|Cooley, Michael - Mike|
|JAY-RUSSELL, MICHELE - University Of California|
|ATWILL, EDWARD - University Of California|
|PATEL, RONAK - US Department Of Agriculture (USDA)|
|SWIMLEY, MICHELLE - US Department Of Agriculture (USDA)|
|PIERRE-JEROME, EDITH - US Department Of Agriculture (USDA)|
|GORDUS, ANDREW - California Department Of Fish & Game|
|MANDRELL, ROBERT - US Department Of Agriculture (USDA)|
Submitted to: PLoS ONE
Publication Type: Peer Reviewed Journal
Publication Acceptance Date: 4/16/2013
Publication Date: 6/6/2013
Citation: Cooley, M.B., Jay-Russell, M., Atwill, E.R., Carychao, D.K., Nguyen, K.M., Quinones, B., Patel, R., Walker, S., Swimley, M., Pierre-Jerome, E., Gordus, A., Mandrell, R.E. 2013. Development of a robust methos for isolation of shiga toxin positive Escherichia coli (STEC) from fecal, plant, soil and water samples from leafy greens production region in California. PLoS One. 8(6):e65716. doi:10.1371/journal.pone.0065716.
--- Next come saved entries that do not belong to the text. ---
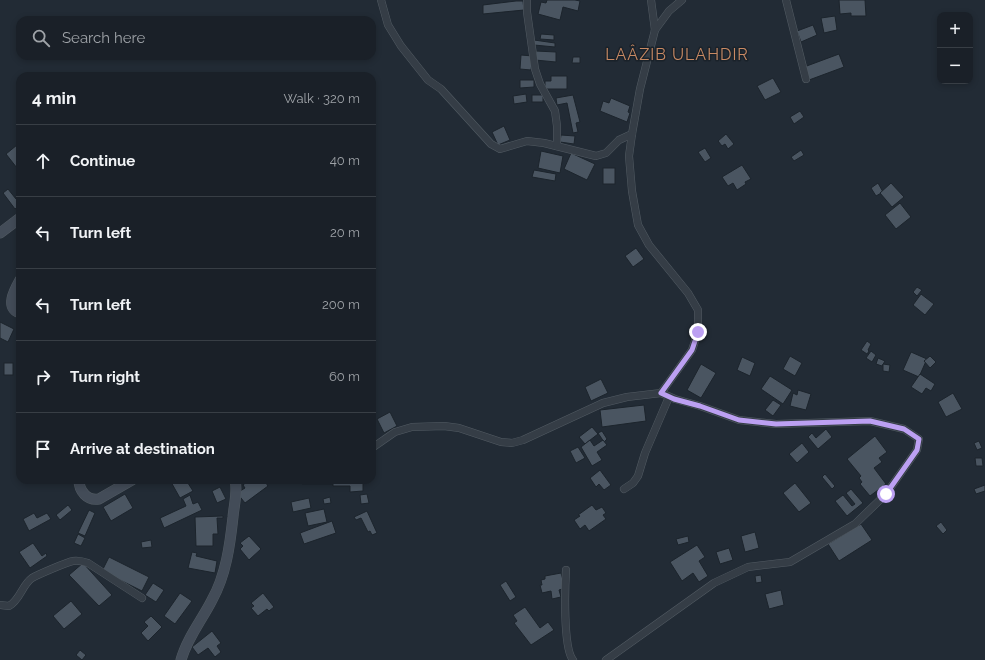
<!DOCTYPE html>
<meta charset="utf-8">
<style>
:root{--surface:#1a2028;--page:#232830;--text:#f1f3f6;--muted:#9fa3a8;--line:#383e45}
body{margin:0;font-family:Raleway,sans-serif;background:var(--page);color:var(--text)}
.controls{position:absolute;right:12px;top:12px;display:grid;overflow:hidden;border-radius:8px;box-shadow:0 2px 6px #0003}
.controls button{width:36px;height:36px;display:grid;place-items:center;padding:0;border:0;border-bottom:1px solid var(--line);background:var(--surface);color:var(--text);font:20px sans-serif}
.stop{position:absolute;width:12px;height:12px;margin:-9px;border:3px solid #bca0f2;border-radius:50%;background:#fff}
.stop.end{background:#bca0f2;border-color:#fff;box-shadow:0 1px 4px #0008}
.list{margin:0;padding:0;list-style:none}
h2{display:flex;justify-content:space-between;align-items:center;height:52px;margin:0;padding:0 16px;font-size:17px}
h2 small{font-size:13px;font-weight:400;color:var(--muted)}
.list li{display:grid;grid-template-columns:26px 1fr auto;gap:12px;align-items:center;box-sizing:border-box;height:72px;padding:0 16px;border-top:1px solid var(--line)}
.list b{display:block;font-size:15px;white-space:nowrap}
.list em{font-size:13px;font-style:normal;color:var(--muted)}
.icon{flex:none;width:22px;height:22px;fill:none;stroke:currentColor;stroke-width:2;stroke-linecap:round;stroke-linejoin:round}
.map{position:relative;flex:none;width:985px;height:660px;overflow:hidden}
.search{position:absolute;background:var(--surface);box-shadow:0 2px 6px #0003;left:16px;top:16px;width:360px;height:44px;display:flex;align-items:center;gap:10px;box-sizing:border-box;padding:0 14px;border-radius:12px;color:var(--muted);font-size:15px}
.panel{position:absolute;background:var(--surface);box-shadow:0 2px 6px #0003;left:16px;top:72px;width:360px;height:412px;border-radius:12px}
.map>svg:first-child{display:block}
.building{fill:#4a5561;stroke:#1c242c}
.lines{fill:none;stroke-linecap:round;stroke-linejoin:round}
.minor-casing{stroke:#525b63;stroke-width:8}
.secondary-casing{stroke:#525b63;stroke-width:11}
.minor{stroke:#353d46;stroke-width:7}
.secondary{stroke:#434c58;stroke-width:10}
.route{stroke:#bca0f2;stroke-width:5}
.labels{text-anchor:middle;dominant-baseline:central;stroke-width:3;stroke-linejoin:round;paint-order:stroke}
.quarter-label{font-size:16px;letter-spacing:1px;fill:#c98a64;stroke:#1a222a}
</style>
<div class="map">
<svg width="985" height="660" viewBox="0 0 985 660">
<rect width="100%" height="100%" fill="#222b35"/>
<g class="building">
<polygon points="547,0 575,0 580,1 578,11 563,7 560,20 538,14 541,2 546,3"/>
<polygon points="839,0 865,0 866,16 851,16 851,13 840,14"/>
<polygon points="516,1 523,1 524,10 483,14 483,5"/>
<polygon points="835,16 837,30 824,33 821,18"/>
<polygon points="813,25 817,35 801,42 797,31"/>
<polygon points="541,34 554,35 554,40 540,39"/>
<polygon points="534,40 555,43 555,47 534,45"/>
<polygon points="536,51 556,52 556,62 535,60"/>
<polygon points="839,54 844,67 809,80 804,67"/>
<polygon points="521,55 533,56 531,70 520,69"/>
<polygon points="573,57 580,57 580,63 572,63"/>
<polygon points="551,76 567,76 567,89 545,89 545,81 551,81"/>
<polygon points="773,78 781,92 765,100 757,86"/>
<polygon points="520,80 534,80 534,87 520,88"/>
<polygon points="526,94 527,102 514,104 513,96"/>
<rect x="532" y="95" width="11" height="7"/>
<polygon points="573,95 580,122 576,123 578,132 573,133 567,103 557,105 556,98"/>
<polygon points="611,98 630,106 628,112 630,113 627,122 600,111 603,101 609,103"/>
<polygon points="800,111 804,117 794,124 790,117"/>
<polygon points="504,126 510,140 498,145 492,132"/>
<polygon points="726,134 734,144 728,149 725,144 722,146 718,141"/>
<polygon points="561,135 575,136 574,144 560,142"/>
<polygon points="17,145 20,149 20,165 17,168 6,154"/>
<polygon points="705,148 711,158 705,162 698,152"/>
<polygon points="801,150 804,155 794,161 791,157"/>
<polygon points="541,151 563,156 560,173 538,168"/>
<polygon points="571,153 595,164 587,180 564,169"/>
<polygon points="742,165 751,179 745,182 746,184 737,190 733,183 728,186 722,177"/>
<rect x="603" y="168" width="12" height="16"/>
<polygon points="534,170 556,174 555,181 532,177"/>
<polygon points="878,183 883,192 876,196 871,188"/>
<polygon points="891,183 904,197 892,207 880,193"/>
<polygon points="8,189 16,199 20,196 20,207 19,206 15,209 3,193"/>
<polygon points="900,203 911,217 896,229 885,215"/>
<polygon points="636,248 644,259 633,267 625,256"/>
<polygon points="917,287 922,290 917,296 913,292"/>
<polygon points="921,294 934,304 925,315 913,305"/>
<polygon points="0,322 14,329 8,342 0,338"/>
<polygon points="867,341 871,344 868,350 869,351 867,354 861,350"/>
<polygon points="871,351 876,355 872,362 866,358"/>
<polygon points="911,352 927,359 919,377 903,370"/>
<polygon points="790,356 802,363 795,376 783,369"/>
<polygon points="930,356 936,362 930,368 924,361"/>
<polygon points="742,357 755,363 750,376 737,370"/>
<polygon points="878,358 885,361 882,366 876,364"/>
<rect x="4" y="363" width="9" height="12"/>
<polygon points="701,364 716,373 701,398 687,390"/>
<polygon points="883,364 890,365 889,372 883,371"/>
<polygon points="920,374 935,384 931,391 926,388 922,394 911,387"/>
<polygon points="770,376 792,390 783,404 761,389"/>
<polygon points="601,379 608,393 591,401 585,387"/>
<polygon points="798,390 811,394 806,410 790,406 793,393 797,395"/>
<polygon points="953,393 962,409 946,417 938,402"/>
<polygon points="773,400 781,405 773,416 765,410"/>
<polygon points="644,405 646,421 602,427 600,410"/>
<polygon points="390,412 397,426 384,433 377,419"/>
<polygon points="592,427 598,434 585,444 579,437"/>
<polygon points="826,429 832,437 818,449 808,437 812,433 816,438"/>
<polygon points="602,431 607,439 604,442 598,433"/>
<polygon points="875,436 887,452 879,458 882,462 874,468 886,484 870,496 860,484 862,482 859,478 861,476 847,459"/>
<polygon points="590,440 594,446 603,440 607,445 597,452 602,460 592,466 581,447"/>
<polygon points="979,441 982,448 977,450 974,443"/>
<polygon points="802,443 809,452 797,463 789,454"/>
<polygon points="578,447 585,458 576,463 570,451"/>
<polygon points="975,458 982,458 983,466 976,466"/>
<polygon points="600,470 611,485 604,490 599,484 596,487 590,478"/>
<polygon points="825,474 835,486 832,489 822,477"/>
<polygon points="175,480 186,480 193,491 180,498 171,482"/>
<polygon points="249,480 264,480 268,486 245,503 237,493 245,488 243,485"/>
<polygon points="302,480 363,480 363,491 350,492 350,486 333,486 333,484 302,484"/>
<polygon points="795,483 811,503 799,512 783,493"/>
<polygon points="985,485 985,491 976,494 974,489"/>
<polygon points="220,487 226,499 217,503 212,491"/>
<polygon points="851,489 863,503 847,516 835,501 843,495 852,506 855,504 846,493"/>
<polygon points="125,494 133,508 111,521 103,507"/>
<polygon points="367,494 369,503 361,504 360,495"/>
<polygon points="190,495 193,504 198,502 202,510 164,528 160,518 186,506 183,499"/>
<polygon points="330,497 331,503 324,504 323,499"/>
<polygon points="309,498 311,508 293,512 291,502"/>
<polygon points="68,505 72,510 60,520 56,515"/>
<polygon points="592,505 596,510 602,507 606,513 603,515 606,519 589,531 585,525 580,529 574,520 580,516 578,515"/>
<polygon points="324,509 327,522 308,526 305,513"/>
<polygon points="89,510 95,513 85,536 78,533"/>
<polygon points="367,511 377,533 372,535 370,531 368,532 361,518 356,520 354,517"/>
<polygon points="34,513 37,518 47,513 51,519 29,531 23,519"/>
<polygon points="223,516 223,518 217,518 218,534 213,534 213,546 196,546 195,517"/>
<polygon points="332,521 336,533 304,544 300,533"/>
<polygon points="941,522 947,530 943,534 936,526"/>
<polygon points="861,524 872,540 839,561 828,544"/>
<polygon points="755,532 759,548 745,552 741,536"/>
<polygon points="78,534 85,538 81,546 74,543"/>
<polygon points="249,536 261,549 249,560 240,549 243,546 240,543"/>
<polygon points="688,536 689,542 678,545 676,539"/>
<polygon points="151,540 152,547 142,548 141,542"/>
<polygon points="33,543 42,556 46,553 47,556 30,568 19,552"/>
<polygon points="697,545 705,557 699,561 708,576 699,582 693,573 682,581 670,562"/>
<polygon points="729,548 733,560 720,564 716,552"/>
<polygon points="192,552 197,553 196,556 217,561 215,573 188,568"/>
<polygon points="109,557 149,577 142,591 102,571"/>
<polygon points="83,563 112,595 99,606 69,575"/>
<polygon points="561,573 565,588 559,590 561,597 552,599 551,591 542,593 540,585 542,585 541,580 545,579 545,576"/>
<polygon points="761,575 762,582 756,583 755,576"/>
<polygon points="506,581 516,597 510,601 500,585"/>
<polygon points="153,583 164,590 156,602 145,595"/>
<polygon points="781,590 784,605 769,609 765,594"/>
<polygon points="180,593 192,601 175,624 164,616"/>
<polygon points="263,593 274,607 269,611 267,609 258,616 251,608 254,606 251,603"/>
<polygon points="71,601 82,614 64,629 53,616"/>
<polygon points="525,607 540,628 548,622 554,630 531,645 514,623 517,621 513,615"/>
<polygon points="151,616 162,627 148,641 141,633 148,626 144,622"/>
<polygon points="212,631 221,643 217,646 221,652 215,657 208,648 198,655 192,647"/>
<polygon points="80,650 86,655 82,660 76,655"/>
</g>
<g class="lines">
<g class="minor-casing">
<g id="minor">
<polyline points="381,0 388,25 401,46 428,80 441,89 491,144 500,149 527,141 544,143 596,156 606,153 619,140 632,134"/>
<polyline points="527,0 527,12 535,69 540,84 555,111 557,126 557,146"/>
<polyline points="786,0 806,79"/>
<polyline points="655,30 669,11 682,0"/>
<polyline points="372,448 395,432 412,427 444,426 459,428 501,442 512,443 523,440 603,403 627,397 661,393 692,350 698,332 698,310 688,293 649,245 638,225 632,191 629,156 632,134 640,89 655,30 651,0"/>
<polyline points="624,489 633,483 638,476 645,453 669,397"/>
<path d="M 566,570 C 565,587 563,648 573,660"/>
<path d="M 0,605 L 9,606 C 20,600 22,585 32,578 C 37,575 67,562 73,561 C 78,560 82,561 88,563 L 142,598"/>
<polyline points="606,660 714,583 748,567 790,562 855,524 886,494 917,450 919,439 904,429 870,421 776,424 739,420 700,406 675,399 661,393"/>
</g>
</g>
<g class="secondary-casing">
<g id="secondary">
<polyline points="0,233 20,218"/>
<path d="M 20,280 C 15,289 4,308 20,313"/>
<path d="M 79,480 C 79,491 87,501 99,499 L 132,480"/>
<path d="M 181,660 C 187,638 202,620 212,600 C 226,575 230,545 233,517 C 234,505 238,491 235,480"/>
</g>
</g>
<use href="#minor" class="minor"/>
<use href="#secondary" class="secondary"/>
</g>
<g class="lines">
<polyline class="route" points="698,332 692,350 661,393 674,399 700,406 739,420 776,424 870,421 904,429 919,439 917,450 886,494"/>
</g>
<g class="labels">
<g class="quarter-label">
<text x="677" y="54">LAÂZIB ULAHDIR</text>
</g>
</g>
</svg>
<div class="controls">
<button>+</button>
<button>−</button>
</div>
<div class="stop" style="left:886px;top:494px"></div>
<div class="stop end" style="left:698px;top:332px"></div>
<div class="search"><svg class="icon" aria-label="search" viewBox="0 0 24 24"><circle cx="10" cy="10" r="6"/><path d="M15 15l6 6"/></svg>Search here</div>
<section class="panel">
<h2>4 min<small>Walk · 320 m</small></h2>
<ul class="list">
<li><svg class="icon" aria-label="ahead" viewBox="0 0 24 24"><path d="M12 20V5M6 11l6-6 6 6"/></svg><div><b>Continue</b></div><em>40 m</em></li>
<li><svg class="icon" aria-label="left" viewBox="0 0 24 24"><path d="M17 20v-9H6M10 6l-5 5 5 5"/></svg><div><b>Turn left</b></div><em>20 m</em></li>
<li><svg class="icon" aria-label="left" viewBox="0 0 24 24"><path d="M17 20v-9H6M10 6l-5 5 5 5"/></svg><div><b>Turn left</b></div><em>200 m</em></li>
<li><svg class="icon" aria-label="right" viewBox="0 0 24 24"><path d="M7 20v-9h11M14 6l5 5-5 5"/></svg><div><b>Turn right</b></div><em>60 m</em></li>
<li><svg class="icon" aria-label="arrive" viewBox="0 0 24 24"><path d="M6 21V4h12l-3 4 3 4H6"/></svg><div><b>Arrive at destination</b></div></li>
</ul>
</section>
</div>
Interpretive Summary: Contamination of produce with pathogenic bacteria occurs where it is grown, from a variety of sources in the surrounding environment, including livestock, wildlife and water. We developed a method to detect and culture bacteria which contain the genes necessary to produce shigatoxin. Production of shigatoxin is important for disease in humans. We used this method in a 2.5 year survey of ranches and farms in the Salinas region, which is responsible for growth of large amounts of produce for human consumption. We isolated 3256 different shigatoxin producing bacteria. Some of these bacteria are identical to other bacteria from the Salinas region and cultured from a variety of sources (cattle, wildlife, water, sediment and produce) and from a variety of locations (ranches, farms, waterways). This work demonstrates the movement of these bacteria in the environment. Such movement is a risk because it could lead to contamination of produce and human illness.
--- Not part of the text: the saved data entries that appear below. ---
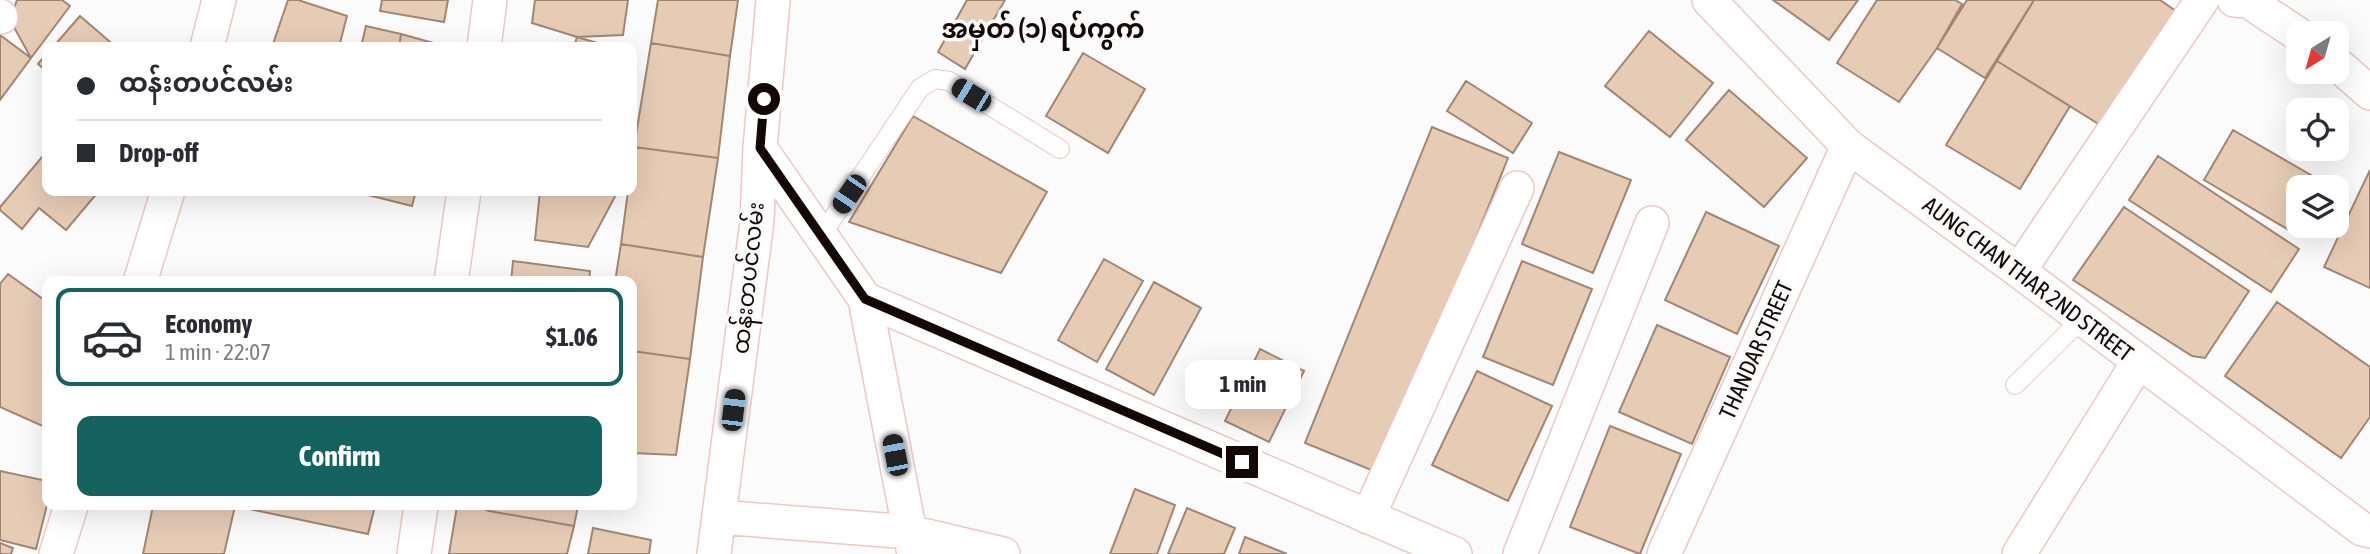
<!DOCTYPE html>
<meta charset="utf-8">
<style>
body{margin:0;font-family:"Asap Condensed","Noto Sans Myanmar",sans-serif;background:#f7f7f7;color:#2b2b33;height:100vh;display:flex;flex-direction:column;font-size:26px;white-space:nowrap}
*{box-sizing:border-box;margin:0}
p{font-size:23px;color:#7c7c81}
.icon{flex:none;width:38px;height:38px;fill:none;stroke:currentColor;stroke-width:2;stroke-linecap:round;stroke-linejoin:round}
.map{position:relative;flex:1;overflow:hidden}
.panel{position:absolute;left:42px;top:276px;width:595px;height:234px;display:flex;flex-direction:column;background:#fff;border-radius:14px;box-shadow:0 7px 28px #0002}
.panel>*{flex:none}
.guide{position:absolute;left:42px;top:42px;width:595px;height:154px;border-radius:14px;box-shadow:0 7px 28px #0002;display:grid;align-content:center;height:154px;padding:0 35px;background:#fff}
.needle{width:46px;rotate:217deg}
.tools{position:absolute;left:2286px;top:21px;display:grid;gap:14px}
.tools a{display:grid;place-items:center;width:63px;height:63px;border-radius:14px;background:#fff;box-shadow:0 7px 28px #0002;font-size:35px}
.end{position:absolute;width:32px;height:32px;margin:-16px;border:9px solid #140807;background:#fff;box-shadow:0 0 0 4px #fff}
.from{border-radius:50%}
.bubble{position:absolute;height:49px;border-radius:14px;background:#fff;box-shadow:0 7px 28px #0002;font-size:23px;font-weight:700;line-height:49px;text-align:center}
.car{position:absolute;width:21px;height:42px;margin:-21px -10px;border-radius:9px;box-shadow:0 0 5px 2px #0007;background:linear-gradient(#222 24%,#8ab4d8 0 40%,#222 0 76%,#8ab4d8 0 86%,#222 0)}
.guide b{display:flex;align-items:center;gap:24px;height:66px;font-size:26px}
.guide b+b{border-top:2px solid #e1e1e2}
.guide i{width:18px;height:18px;background:#2b2b33}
ul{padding:12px 0 0;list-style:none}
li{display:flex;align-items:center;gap:21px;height:98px;margin:0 14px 10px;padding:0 21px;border:4px solid transparent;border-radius:14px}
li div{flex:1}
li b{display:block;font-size:26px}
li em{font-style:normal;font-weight:700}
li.selected{border-color:#146361}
li>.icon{width:63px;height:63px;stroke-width:1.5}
.cta{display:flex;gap:14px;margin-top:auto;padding:14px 35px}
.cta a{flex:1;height:80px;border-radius:14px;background:#146361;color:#fff;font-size:28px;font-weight:700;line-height:80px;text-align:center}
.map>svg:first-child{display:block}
.building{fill:#e6cbb5;stroke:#a18773;stroke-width:2}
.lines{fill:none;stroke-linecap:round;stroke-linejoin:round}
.service-casing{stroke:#edc8c3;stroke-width:20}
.minor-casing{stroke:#edc8c3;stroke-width:36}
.service{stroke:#fff;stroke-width:18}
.minor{stroke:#fff;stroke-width:33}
.route{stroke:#140807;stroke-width:9}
.labels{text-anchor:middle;stroke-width:7;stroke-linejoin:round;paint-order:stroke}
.street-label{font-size:23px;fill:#140807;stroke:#fbfbfb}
.quarter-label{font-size:26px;font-weight:bold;fill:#140807;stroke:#fbfbfb}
</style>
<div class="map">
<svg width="2370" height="554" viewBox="0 0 2370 554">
<rect width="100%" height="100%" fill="#fbfbfb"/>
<!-- building -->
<path class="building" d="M17 0H62L70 6 31 58 10 20Z
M288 0H298L347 16 339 47H272Z
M382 0H448L444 22 380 11Z
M535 0H628L623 35 577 37 532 23Z
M658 0H738L730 56 651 43Z
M967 0H1005L965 69 938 52Z
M1773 0H1858L1829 40Z
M1877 0H1955L1962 4 1937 48 1899 102 1837 63Z
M1967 0H2034L1985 78 1937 48Z
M2034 0H2160L2183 16 2105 128 1997 61Z
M80 16 116 47H53Z
M366 26 401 34 399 47H361Z
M1649 31 1713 83 1670 137 1605 86Z
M401 34 448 47H399Z
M0 35 31 58 0 100Z
M577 37 611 47H574Z
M651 43 730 56 718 158 634 147Z
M47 53V72L38 64Z
M1083 53 1145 89 1108 153 1046 116Z
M1997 61 2070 106 2020 189 1946 145Z
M1466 81 1532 123 1513 153 1447 111Z
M1729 90 1807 158 1764 207 1686 140Z
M913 116 1047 192 1001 273 849 222Z
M1432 127 1508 158 1381 474 1305 443Z
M2233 130 2323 182 2320 187H2298V226L2294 233 2204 180Z
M634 147 718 158 703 257 621 244 628 191H632Z
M47 151V191H99L66 230 39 208 22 229 0 210V207Z
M1559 152 1631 180 1593 273 1522 244Z
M2158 156 2299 249 2271 292 2129 200Z
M2370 170V288L2324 267Z
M352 191H416L412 206Z
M540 191H618L588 247 535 240Z
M2124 207 2249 291 2205 358 2192 356 2073 280Z
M1706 212 1779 246 1737 334 1665 300Z
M621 244 703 257 690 359 632 351V282H615Z
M1104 259 1143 281 1097 362 1058 340Z
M513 261 590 271 589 282H511Z
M1522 261 1592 289 1553 385 1483 357Z
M8 274 47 302V428L0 407V284Z
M1154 282 1201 308 1154 395 1106 369Z
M2277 302 2370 367V417L2341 458 2225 376Z
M1657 325 1730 357 1692 444 1619 412Z
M1260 349 1304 371 1269 442 1225 421Z
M632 351 690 359 676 455 632 453Z
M1477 371 1552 406 1508 501 1432 465Z
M1610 426 1681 454 1640 554 1570 527Z
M0 471 47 481V505L36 549 0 540Z
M1135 489 1175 505 1157 554H1110Z
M153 506H235L224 554H143Z
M235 506H375L368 534Z
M457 506H476L489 511 574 526 567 554H449Z
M490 506H578L574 526 489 511Z
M1187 508 1235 528 1224 554H1168Z
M593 528 651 540 649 554H588Z
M1245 537 1287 554H1239Z
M0 543 13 548 11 554H0Z"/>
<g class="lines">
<!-- service casing -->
<g class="service-casing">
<path id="service" d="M821 236 920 88 935 79 949 81 1060 149
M2015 385 2083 318"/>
</g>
<!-- minor casing -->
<g class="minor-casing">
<path id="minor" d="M1709 0 1848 146 2019 271 2362 529 2370 531
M2234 0 2248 1 2298 34
M0 16 1 17
M207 47 219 0
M484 47 490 0
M2336 63 2370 93
M760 148 865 299 914 554
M2019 271 2202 0
M140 282 168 191
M451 282 464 191
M865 299 1455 554
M719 517 910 532 1003 554
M1368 517 1517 188
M56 554 71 506
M414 554 421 506
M714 554 757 221 760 148 773 0
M1520 554 1652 223
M1664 554 1848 146
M2019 554 2139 361"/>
</g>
<!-- service -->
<use href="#service" class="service"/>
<!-- minor -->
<use href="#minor" class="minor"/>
</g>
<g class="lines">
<!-- route -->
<path class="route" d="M764 99 760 148 865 299 1242 462"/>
</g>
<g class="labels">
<!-- street labels -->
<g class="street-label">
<text transform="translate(748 278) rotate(-84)" y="8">ထန်းတပင်လမ်း</text>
<text transform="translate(2028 279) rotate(37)" y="8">AUNG CHAN THAR 2ND STREET</text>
<text transform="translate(1756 350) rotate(-66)" y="8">THANDAR STREET</text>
</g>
<!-- quarter labels -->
<g class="quarter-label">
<text x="1043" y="38">အမှတ် (၁) ရပ်ကွက်</text>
</g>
</g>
</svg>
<div class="tools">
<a><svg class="needle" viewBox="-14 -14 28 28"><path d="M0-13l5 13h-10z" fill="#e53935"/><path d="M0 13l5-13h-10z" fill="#7c7c81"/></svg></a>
<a><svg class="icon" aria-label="locate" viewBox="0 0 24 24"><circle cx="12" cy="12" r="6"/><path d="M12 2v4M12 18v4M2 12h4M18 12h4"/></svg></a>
<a><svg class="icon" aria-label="layers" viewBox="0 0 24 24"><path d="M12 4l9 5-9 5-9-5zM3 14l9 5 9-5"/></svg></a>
</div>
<i class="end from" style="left:764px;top:99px"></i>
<i class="end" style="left:1242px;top:462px"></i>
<div class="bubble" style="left:1185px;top:360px;width:116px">1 min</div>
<i class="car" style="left:971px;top:95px;rotate:301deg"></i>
<i class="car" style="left:849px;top:194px;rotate:214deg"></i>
<i class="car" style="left:733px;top:410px;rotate:7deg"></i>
<i class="car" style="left:895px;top:455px;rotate:349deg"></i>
<div class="guide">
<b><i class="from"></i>ထန်းတပင်လမ်း</b>
<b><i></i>Drop-off</b>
</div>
<section class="panel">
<ul>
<li class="selected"><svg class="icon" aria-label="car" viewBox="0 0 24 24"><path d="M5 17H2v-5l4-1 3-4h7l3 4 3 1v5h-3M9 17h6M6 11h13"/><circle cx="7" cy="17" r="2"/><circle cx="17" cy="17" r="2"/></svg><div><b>Economy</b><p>1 min · 22:07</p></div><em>$1.06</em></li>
</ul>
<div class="cta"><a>Confirm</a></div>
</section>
</div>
Technical Abstract: Pre-harvest contamination of produce occurs by the transport of pathogenic bacteria from point sources in the surrounding environment. To identify vertebrate sources, we surveyed livestock and wildlife over a 2.5 year period on 33 farms and ranches in the Salinas valley region of California for the incidence of Shiga Toxin-producing E. coli (STEC). We developed a culture method for potential recovery of any non-O157 STEC strain from multiple types of animal and environmental samples (produce, soil, water) for the purpose of robust source tracking. The method involves two parallel isolation schemes using both immunomagnetic separation (IMS) with anti-O157 beads and real-time multiplex PCR, as well as three different indicator media (O157 Rainbow agar, O157 Chromagar and sheep’s blood agar). The multiplex PCR was designed to amplify all know variants of shiga toxin (stx) genes. From more than 13,000 samples, we isolated 3256 non-O157 STECs, representing 1599 different non-O157 STEC strains, as defined by any difference in Multi-Locus Variable number tandem repeat Analysis (MLVA) and DNA sequence of the hypervariable loop region of outer membrane protein A (ompA). Recovery of non-O157 STECs was dependent on the indicator medium, source of the sample, month/season of collection, sample quality (delay between collection and culture) and the presence of IMS and PCR inhibitors. Of the 3,256 non-O157 STECs, 2,879 (88%) were isolated from cattle and wild animal feces; 377 non-O157 STECs were isolated from water, soil, sediment and produce. Stx genes, stx1, stx2 and stx1/stx2, were present in 63%, 74%, 35% of the strains, respectively. Subtilase, intimin and hemolysin genes were present in 28%, 25% and 79% of the non-O157 STECs, respectively, indicating potentially virulent non-O157 STECs. Phylogenetic analysis identified matching non-O157 STEC strains isolated from as many as 4 different sources (e.g. cattle, wildlife, soil and produce at multiple locations) and greater than 12 months apart. We conclude that livestock and wild animals are common sources of non-O157 STECs in this production environment, matching strains are present also in watersheds, especially subsequent to heavy precipitation events. Non-O157 STECs may be variably culturable by different methods and associated with varying virulence gene profiles and serotypes.